If you thought you saw a familiar face this morning when you went to do your first Internet search of the day, it’s because you did.
It was the famous face, framed by her ever-present ’20s-style cloche, of writer, anthropologist and all-around American icon—and iconoclast—Zora Neale Hurston.
Google celebrated what would have been her 123rd birthday on Tuesday by honoring Hurston, best known for her work Their Eyes Were Watching God, with what is perhaps the ultimate form of online recognition these days: a commemorative “doodle” on the site’s ubiquitous homepage.
The Notasulga, Ala., native, who grew up in Eatonville, Fla., was a member of the historically black Zeta Phi Beta sorority and a co-founder of the Hilltop, Howard University’s student newspaper. As John McWhorter wrote for The Root back in 2011, some consider Hurston “America’s favorite black conservative.”

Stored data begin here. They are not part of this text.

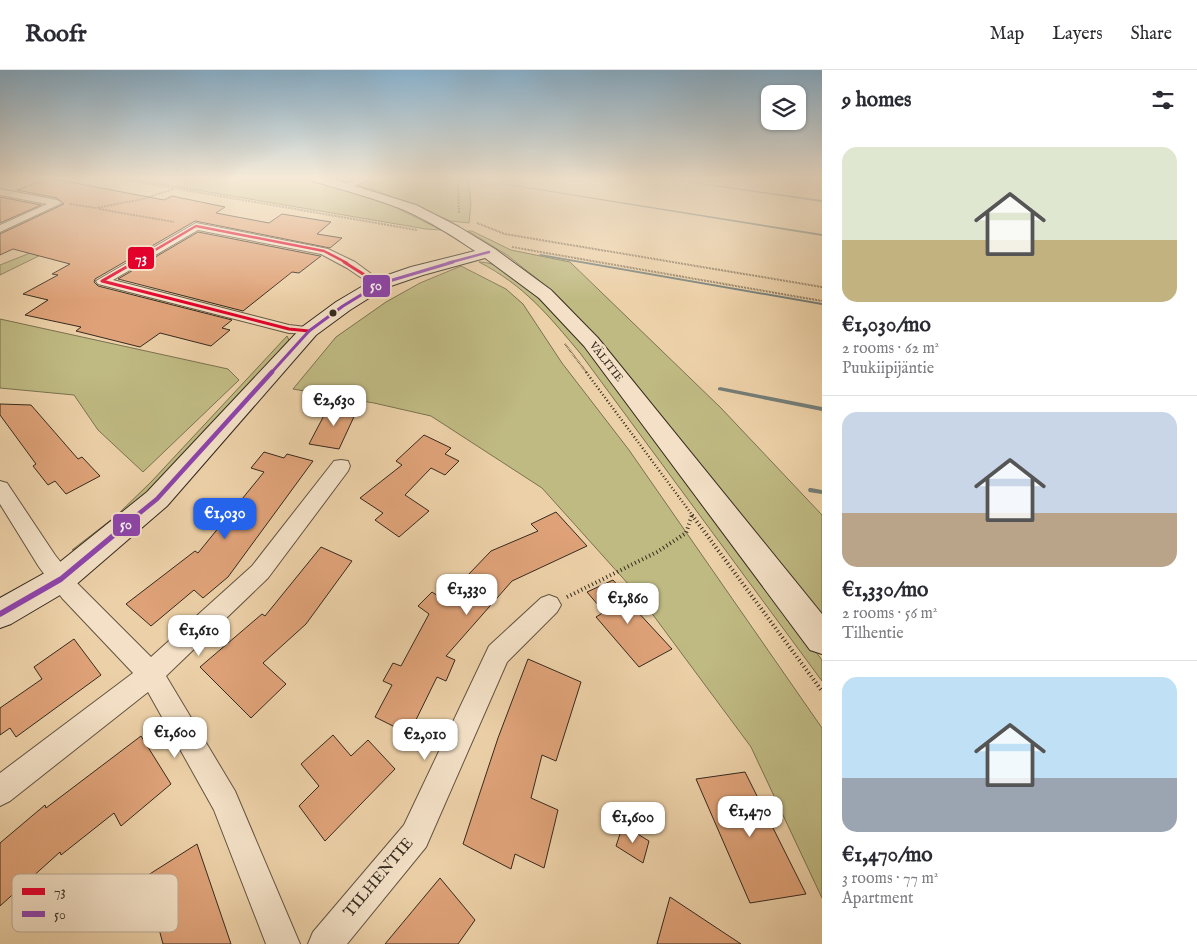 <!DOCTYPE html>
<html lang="en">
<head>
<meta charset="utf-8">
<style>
  :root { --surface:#fff; --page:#f7f7f7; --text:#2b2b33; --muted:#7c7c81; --line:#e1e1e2; --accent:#2563eb }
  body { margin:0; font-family:"IM FELL English",serif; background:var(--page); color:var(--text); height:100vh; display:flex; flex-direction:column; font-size:19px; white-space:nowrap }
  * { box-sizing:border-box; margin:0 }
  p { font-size:16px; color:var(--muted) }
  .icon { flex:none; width:28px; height:28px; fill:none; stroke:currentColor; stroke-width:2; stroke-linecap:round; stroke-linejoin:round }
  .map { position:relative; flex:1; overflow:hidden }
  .drawer { display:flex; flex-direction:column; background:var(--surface); width:375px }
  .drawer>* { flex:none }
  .controls { position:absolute; left:761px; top:15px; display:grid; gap:10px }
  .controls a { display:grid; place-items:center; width:45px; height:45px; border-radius:10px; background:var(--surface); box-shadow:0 1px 4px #0004; font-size:25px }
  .price { position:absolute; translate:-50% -42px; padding:0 11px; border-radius:10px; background:#fff; color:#222; font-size:16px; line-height:32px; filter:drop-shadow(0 1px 2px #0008) }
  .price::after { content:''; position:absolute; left:50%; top:30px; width:15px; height:11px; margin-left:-8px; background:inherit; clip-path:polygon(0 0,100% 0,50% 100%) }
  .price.current { background:var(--accent); color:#fff }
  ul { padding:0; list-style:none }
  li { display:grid; align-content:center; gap:10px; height:265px; padding:0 20px }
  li+li { border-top:1px solid var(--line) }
  li span { display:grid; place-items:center; height:155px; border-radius:15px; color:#555 }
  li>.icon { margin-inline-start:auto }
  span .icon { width:90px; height:90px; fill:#fffc; stroke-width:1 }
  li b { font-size:21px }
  h2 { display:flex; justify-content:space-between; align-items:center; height:60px; padding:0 20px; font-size:21px }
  header { display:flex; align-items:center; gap:30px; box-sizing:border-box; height:70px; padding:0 25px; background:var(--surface); border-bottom:1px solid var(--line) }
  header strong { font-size:24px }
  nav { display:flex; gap:28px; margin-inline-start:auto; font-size:18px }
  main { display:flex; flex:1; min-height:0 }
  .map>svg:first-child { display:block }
  .green { fill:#bfb982; stroke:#7a7250 }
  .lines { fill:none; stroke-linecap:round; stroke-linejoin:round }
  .stream { fill:#737d77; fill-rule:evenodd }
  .building { fill:#dfa278; stroke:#352a1f }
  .street-casing { stroke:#635441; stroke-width:2 }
  .secondary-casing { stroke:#352a1f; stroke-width:2 }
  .path-far2 { stroke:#352a1f; stroke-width:2; stroke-dasharray:0.5 1; stroke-linecap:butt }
  .path-far1 { stroke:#352a1f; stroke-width:2.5; stroke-dasharray:1 2.5; stroke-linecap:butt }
  .path { stroke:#352a1f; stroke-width:4; stroke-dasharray:1 3; stroke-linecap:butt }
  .street { fill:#f3e0c6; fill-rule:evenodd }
  .secondary { fill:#f3e0c6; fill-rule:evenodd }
  .bus-1-far1-casing { stroke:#f3e0c6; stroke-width:4.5 }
  .bus-1-casing { stroke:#f3e0c6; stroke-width:5.5 }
  .bus-2-far3-casing { stroke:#f3e0c6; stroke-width:4.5 }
  .bus-2-far2-casing { stroke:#f3e0c6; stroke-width:5.5 }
  .bus-2-far1-casing { stroke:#f3e0c6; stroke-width:8 }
  .bus-2-casing { stroke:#f3e0c6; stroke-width:9 }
  .bus-1-far1 { stroke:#e4002b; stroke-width:2.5 }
  .bus-1 { stroke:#e4002b; stroke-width:3 }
  .bus-2-far3 { stroke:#8e44ad; stroke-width:2.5 }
  .bus-2-far2 { stroke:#8e44ad; stroke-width:3 }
  .bus-2-far1 { stroke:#8e44ad; stroke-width:4.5 }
  .bus-2 { stroke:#8e44ad; stroke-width:5.5 }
  .bus-dot { fill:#352a1f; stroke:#f3e0c6; stroke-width:2 }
  .labels { text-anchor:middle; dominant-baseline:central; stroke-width:5; stroke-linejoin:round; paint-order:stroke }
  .far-street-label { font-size:11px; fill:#352a1f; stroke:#f3e0c6 }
  .near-street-label { font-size:16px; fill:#352a1f; stroke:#f3e0c6 }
  .key { fill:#f3e0c6; stroke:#baa994; stroke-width:1 }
  .key-label { font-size:14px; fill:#352a1f }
  .line-badge { stroke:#f3e0c6; stroke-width:2 }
  .badge-label { font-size:14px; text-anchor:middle; font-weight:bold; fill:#fff }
</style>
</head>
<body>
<header>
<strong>Roofr</strong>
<nav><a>Map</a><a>Layers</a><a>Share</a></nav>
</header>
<main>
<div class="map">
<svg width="822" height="874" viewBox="0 0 822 874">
  <rect width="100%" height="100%" fill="#ecd0a7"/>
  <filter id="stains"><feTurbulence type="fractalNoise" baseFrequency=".004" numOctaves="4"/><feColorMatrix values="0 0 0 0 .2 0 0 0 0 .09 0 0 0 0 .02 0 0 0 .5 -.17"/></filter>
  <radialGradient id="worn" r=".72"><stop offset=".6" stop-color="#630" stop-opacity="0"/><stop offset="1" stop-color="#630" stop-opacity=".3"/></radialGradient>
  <path class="green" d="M126,108H306L385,132L441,160L426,159Z
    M331,108H468L471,134L469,153L451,151L377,121Z
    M108,152L0,205V195Z
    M468,161H472L511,180L570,192L721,338L822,445V546L588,258L550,219L507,185Z
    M479,192C513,191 559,248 581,272L822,590V611L580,283C548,245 525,216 479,192Z
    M461,196L506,219L523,234L562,293L629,380L822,658V828L751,677L639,526L542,418L431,346L374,333L293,319L336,267L386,232L420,213Z
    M0,249L228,299L239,310L143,402L98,360L74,325L0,318Z
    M287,266L289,270L159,414L88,474L72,480L116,446L151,412Z"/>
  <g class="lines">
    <path class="stream" d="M465,108H468L822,164V166Z
      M660,108H664L822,130V132Z
      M540,184L822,233V235L541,186L539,185Z
      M720,317L822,337V341L718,320V318Z
      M809,418H811L822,420V424L809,422L808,420Z"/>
  </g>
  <path class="building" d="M49,108L164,130L172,126L225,137L216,143L269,153L282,144L331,152L317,164L342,168L330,178L195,151L95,209L94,212L98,216L232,250L222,258L230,260L211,276L160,263L140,277L76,261L81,257L25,245L48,230L23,224L58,205L52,204L70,194L13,179L0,185V164L64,134L57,128L17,120Z
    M0,127L41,135L0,153Z
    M198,162L320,186H321L299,203L292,202L243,241L118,209Z
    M0,334L31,335L78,389L82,387L100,406L66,424L55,411L48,415L33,396L36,394L0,345Z
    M330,334L358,338L339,379L309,374Z
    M424,365L451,378L445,384L459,391L445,405L431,398L405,425L429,441L399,467L375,450L383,443L360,428L402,395L396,391Z
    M264,382L284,388L287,384L313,391L228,507L203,528L194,520L151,556L126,534L195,481L198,483L264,402L251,398Z
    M556,442L587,476L512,511L446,586L455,590L446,611L437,607L409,664L375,647L392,615L383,611L393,593L401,596L429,544L418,536L432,522L444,530L491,481L538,461L531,454Z
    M321,477L352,491L306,554L263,593L286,614L251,648L200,597L262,544L265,546Z
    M613,510L626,525L623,526L672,579L639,597L596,547L604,542L587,522Z
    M74,569L101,605L16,667L10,658L0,665V638L42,609L34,597Z
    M528,589L581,612L556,691L542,685L531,728L558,740L544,798L515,784L511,799L463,774L498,668Z
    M333,665L351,686L368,670L395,699L325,771L299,736L319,716L301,694Z
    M141,666L171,714L121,756L114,743L61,785L60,782L0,836V773L45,735L46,738Z
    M745,702L806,824L750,833L696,709Z
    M623,755L649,771L643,793L616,776Z
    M197,774L231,874H163L145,807Z
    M440,808L475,850L458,874H385Z
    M670,827L741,874H657Z"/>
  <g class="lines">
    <g class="street-casing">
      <path id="street" d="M359,108H371L350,118L347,119L342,116Z
        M0,119L57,130L62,133L0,162V155L47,134L0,125Z
        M196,153L328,179L355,192L385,214L379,218L375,217L347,198L321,184L198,160L113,210L289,255L314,258L316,261L314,264L289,263L98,214L96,211Z
        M341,390L348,391L350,396L348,401L268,508L166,606L235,721L300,874H266L214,740L148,622L10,731L0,736V703L133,603L62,528L39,497L0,434V411L7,413L55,485L78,514L151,587L252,496L334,391Z
        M549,525L557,528L561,535L557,542L507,592L426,777L347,874H308L313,862L404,755L489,576L541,528Z"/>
    </g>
    <g class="secondary-casing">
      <path id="secondary" d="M311,108H329L416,135L459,157L495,179L551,220L598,268L822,544V584L810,580L584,276L539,228L485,188L423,205L385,218L350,240L316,265L167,436L72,518L11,554L0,558V528L50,500L147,422L302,257L336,232L373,210L411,197L475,181C453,166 429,151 404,140C375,128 343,120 313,111Z"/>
    </g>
    <path class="path-far2" d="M115,108L417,160
      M443,108L458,110
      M458,108L459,144
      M70,134L96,138L143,129L174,119
      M99,139L174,152
      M477,153L505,164L822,217
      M512,177L822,231
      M565,274L587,303"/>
    <path class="path-far1" d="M586,302L693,446"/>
    <path class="path" d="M692,445L822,621
      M567,527L657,482L686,463L692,445"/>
    <use href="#street" class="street"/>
    <use href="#secondary" class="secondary"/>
    <g class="bus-1-far1-casing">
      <path id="bus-1-far1" d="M133,193L196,156L324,181L347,193"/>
    </g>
    <g class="bus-1-casing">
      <path id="bus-1" d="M135,192L102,211L289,259L309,261
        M344,192L379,214"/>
    </g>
    <g class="bus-2-far3-casing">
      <path id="bus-2-far3" d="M448,193L489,182"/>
    </g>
    <g class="bus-2-far2-casing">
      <path id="bus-2-far2" d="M271,303L309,261L343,236L379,214L453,192"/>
    </g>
    <g class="bus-2-far1-casing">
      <path id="bus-2-far1" d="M136,446L157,429L272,302"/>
    </g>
    <g class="bus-2-casing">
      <path id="bus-2" d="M0,544L61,509L138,445"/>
    </g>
    <use href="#bus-1-far1" class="bus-1-far1"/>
    <use href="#bus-1" class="bus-1"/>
    <use href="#bus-2-far3" class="bus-2-far3"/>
    <use href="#bus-2-far2" class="bus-2-far2"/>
    <use href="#bus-2-far1" class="bus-2-far1"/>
    <use href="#bus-2" class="bus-2"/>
  </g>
  <linearGradient id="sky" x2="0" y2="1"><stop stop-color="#89b4d2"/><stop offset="0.47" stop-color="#f6ead7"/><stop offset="1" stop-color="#f6ead7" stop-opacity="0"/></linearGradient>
  <rect width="822" height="230" fill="url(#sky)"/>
  <circle class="bus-dot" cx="333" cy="243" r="4.5"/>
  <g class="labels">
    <g class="far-street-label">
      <text transform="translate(606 292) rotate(52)">VÄLITIE</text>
    </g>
    <g class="near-street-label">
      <text transform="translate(379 808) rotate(-50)">TILHENTIE</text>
    </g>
  </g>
  <rect x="12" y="804" width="166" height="58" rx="8" class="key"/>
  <rect x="22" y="818" width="23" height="7" fill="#e4002b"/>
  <rect x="22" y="841" width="23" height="6" fill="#8e44ad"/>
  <g class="key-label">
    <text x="54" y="826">73</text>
    <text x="54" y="849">50</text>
  </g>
  <g class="line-badge">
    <rect x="127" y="176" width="28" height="24" rx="5" fill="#e4002b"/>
    <rect x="362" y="204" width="29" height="24" rx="5" fill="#8e44ad"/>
    <rect x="112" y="443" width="29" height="24" rx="5" fill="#8e44ad"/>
  </g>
  <g class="badge-label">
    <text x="141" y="193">73</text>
    <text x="376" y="220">50</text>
    <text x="126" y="459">50</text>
  </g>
  <rect width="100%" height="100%" filter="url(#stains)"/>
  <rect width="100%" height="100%" fill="url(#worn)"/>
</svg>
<div class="controls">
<a><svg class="icon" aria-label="layers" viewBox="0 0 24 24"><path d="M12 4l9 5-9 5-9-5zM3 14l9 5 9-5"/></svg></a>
</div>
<b class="price" style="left:334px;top:357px">€2,630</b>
<b class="price current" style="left:225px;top:470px">€1,030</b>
<b class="price" style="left:467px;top:546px">€1,330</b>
<b class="price" style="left:628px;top:555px">€1,860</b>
<b class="price" style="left:199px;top:587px">€1,610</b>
<b class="price" style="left:175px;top:689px">€1,600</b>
<b class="price" style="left:425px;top:691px">€2,010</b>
<b class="price" style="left:750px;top:768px">€1,470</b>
<b class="price" style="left:633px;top:774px">€1,600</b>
</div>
<section class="drawer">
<h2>9 homes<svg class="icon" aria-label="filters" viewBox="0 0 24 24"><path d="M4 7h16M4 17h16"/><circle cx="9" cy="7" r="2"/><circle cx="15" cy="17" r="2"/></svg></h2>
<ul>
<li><span style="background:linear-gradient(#dfe7d0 60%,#c2b280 0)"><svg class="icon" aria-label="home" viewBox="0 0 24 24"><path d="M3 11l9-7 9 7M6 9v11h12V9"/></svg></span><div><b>€1,030/mo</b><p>2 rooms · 62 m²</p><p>Puukiipijäntie</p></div></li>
<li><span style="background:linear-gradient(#c9d6e8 65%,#b9a48a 0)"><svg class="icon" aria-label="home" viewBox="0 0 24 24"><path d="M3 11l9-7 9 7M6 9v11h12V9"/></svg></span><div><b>€1,330/mo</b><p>2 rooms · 56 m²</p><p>Tilhentie</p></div></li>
<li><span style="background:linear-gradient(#bfe0f5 65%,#9aa5b1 0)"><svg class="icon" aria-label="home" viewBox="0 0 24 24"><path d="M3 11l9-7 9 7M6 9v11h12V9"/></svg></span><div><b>€1,470/mo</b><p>3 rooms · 77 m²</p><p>Apartment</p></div></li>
</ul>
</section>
</main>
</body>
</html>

While the Harlem Renaissance era was her heyday, she clearly still strikes a chord, with the conservative National Review cheering Hurston’s Google doodle with the headline “Zora! Zora! Zora!” and the Orlando Sentinel blogging the doodle 58 years after Hurston wrote a controversial op-ed in the Sentinel’s pages, outlining her skepticism of the famous Brown v. Board of Education Supreme Court decision.

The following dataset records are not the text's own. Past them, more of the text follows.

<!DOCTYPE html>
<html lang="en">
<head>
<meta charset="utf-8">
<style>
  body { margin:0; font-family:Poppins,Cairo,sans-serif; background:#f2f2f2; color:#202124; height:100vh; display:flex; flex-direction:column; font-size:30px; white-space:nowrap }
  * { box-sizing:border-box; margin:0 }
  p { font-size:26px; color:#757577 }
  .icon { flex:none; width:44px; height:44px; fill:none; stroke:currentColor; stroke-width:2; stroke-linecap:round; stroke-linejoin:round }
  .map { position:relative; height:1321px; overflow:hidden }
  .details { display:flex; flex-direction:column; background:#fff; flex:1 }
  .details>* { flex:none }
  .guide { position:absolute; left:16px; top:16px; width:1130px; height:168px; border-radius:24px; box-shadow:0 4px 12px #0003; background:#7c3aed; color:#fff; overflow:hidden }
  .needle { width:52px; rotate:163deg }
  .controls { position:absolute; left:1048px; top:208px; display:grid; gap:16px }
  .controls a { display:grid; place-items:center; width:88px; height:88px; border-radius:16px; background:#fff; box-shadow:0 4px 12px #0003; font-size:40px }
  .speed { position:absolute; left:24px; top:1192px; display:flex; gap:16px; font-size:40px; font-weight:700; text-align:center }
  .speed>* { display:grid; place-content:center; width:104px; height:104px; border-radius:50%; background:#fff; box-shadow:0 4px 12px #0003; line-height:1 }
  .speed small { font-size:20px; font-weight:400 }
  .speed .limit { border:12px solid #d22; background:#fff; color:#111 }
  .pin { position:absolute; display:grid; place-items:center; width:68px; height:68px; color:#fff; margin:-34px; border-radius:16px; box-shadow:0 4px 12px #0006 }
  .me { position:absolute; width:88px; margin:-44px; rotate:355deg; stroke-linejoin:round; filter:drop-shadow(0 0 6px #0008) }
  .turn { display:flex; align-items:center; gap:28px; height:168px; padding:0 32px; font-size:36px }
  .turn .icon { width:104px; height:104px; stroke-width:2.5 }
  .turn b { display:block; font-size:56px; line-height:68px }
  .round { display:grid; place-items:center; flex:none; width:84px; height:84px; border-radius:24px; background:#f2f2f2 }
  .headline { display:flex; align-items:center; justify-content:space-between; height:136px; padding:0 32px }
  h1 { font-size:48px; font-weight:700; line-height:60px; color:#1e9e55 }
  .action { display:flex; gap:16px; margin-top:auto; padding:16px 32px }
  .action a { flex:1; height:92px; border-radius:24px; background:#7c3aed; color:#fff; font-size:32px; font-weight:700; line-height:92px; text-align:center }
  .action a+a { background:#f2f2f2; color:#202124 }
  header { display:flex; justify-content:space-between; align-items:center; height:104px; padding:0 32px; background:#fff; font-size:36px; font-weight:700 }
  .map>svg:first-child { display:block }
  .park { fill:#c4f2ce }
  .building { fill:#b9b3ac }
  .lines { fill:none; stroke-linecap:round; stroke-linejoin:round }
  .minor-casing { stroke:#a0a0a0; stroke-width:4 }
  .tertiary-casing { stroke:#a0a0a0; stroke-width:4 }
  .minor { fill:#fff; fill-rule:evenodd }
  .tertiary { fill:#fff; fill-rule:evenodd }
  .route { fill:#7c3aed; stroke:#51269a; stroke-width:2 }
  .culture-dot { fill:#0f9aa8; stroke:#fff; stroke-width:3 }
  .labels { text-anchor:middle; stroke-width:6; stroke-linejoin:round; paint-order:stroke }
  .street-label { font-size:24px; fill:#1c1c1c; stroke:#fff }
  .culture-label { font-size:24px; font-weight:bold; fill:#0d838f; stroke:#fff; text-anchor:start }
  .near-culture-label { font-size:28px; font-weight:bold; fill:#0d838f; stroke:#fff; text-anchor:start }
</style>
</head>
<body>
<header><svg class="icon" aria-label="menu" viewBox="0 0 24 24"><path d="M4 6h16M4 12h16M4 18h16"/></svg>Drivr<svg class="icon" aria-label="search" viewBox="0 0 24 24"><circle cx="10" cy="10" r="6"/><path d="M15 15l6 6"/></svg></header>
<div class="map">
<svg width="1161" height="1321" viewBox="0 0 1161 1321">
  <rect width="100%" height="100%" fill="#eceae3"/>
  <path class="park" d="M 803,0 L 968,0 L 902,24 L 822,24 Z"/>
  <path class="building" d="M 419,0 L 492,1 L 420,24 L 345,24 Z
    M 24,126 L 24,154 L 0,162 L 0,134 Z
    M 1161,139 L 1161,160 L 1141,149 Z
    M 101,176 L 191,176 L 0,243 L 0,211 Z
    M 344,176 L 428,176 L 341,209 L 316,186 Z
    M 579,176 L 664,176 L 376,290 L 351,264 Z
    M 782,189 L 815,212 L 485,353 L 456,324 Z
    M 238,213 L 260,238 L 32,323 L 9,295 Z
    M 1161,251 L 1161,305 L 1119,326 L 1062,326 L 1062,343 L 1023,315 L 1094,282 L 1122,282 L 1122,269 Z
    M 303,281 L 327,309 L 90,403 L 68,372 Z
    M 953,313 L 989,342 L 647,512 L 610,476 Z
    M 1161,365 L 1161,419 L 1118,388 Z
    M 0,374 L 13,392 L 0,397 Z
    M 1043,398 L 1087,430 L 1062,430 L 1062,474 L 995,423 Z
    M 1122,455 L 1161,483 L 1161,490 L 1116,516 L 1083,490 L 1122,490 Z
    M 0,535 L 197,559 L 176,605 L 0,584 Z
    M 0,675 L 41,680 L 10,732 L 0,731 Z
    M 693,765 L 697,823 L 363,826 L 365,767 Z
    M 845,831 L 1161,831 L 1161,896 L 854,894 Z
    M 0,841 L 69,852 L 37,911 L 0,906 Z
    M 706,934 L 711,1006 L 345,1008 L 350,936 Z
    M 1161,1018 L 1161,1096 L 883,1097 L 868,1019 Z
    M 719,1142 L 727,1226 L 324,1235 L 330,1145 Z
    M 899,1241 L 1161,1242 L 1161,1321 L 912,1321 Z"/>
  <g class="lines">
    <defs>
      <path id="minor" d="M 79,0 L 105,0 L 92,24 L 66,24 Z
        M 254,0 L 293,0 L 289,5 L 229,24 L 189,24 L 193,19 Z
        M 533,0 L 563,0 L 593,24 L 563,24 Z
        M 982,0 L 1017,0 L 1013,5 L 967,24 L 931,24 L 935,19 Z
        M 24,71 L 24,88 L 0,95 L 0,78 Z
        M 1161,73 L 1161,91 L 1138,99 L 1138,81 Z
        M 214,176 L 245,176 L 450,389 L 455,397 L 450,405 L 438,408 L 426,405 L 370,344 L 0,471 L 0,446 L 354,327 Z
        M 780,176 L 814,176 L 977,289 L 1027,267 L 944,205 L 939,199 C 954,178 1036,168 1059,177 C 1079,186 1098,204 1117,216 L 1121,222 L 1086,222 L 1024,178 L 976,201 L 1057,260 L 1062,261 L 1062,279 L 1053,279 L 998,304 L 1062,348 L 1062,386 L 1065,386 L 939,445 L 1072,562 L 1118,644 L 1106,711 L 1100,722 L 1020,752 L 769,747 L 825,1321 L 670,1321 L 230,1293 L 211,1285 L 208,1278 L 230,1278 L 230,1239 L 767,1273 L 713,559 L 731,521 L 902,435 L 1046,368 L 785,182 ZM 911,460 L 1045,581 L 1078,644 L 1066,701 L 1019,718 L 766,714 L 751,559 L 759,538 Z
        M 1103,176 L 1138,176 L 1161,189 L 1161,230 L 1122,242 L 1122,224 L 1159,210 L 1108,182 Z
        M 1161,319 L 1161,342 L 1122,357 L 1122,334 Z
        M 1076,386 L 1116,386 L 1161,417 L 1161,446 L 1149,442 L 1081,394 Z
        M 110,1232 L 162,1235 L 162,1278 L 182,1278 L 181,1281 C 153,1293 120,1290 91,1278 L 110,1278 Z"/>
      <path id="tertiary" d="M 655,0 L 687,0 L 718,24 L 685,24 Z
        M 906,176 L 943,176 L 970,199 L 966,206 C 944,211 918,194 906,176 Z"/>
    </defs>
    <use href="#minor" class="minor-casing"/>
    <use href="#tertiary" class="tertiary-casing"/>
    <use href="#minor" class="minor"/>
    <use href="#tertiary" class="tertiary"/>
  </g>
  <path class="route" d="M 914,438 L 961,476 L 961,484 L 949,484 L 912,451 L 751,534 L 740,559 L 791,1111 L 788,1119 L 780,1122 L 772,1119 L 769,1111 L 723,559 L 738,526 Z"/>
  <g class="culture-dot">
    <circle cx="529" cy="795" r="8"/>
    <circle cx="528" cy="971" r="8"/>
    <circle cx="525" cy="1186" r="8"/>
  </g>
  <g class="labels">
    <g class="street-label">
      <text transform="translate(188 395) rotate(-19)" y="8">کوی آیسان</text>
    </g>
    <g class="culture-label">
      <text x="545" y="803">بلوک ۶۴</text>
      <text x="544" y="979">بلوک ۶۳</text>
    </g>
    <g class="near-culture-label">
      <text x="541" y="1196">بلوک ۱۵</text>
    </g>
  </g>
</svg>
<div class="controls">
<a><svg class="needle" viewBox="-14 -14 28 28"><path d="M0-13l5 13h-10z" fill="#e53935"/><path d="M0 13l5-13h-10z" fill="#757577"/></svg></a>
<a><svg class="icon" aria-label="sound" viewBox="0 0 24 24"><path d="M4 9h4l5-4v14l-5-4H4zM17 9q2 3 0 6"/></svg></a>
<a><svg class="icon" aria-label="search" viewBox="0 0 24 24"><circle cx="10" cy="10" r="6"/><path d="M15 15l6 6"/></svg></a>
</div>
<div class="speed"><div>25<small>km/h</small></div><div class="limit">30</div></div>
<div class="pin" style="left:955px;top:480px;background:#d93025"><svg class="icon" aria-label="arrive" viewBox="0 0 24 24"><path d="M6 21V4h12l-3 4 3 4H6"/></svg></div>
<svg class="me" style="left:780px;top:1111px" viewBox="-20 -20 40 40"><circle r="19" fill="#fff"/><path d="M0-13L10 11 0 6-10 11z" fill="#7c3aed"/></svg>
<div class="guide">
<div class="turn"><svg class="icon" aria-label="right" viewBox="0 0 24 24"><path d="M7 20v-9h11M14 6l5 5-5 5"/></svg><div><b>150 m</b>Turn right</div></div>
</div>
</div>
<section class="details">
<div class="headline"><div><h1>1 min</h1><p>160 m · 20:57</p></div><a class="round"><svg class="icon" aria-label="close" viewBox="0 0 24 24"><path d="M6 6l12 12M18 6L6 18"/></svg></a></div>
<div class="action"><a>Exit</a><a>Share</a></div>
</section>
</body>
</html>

Several years after her death, interest in Hurston’s life and work was revived in 1975 with Alice Walker’s Ms. magazine essay, “Still Searching Out Zora Neale Hurston.”
And as Princeton’s Daphne A. Brooks told The Root, Google’s tribute was fitting for Hurston, who was “a groundbreaking experimental novelist, champion of black vernacular culture and a daring anthropological scholar,” whose “masterpiece, Their Eyes Were Watching God, was a small but extraordinary portion of her mammoth body of work that shaped and transformed modern American life.”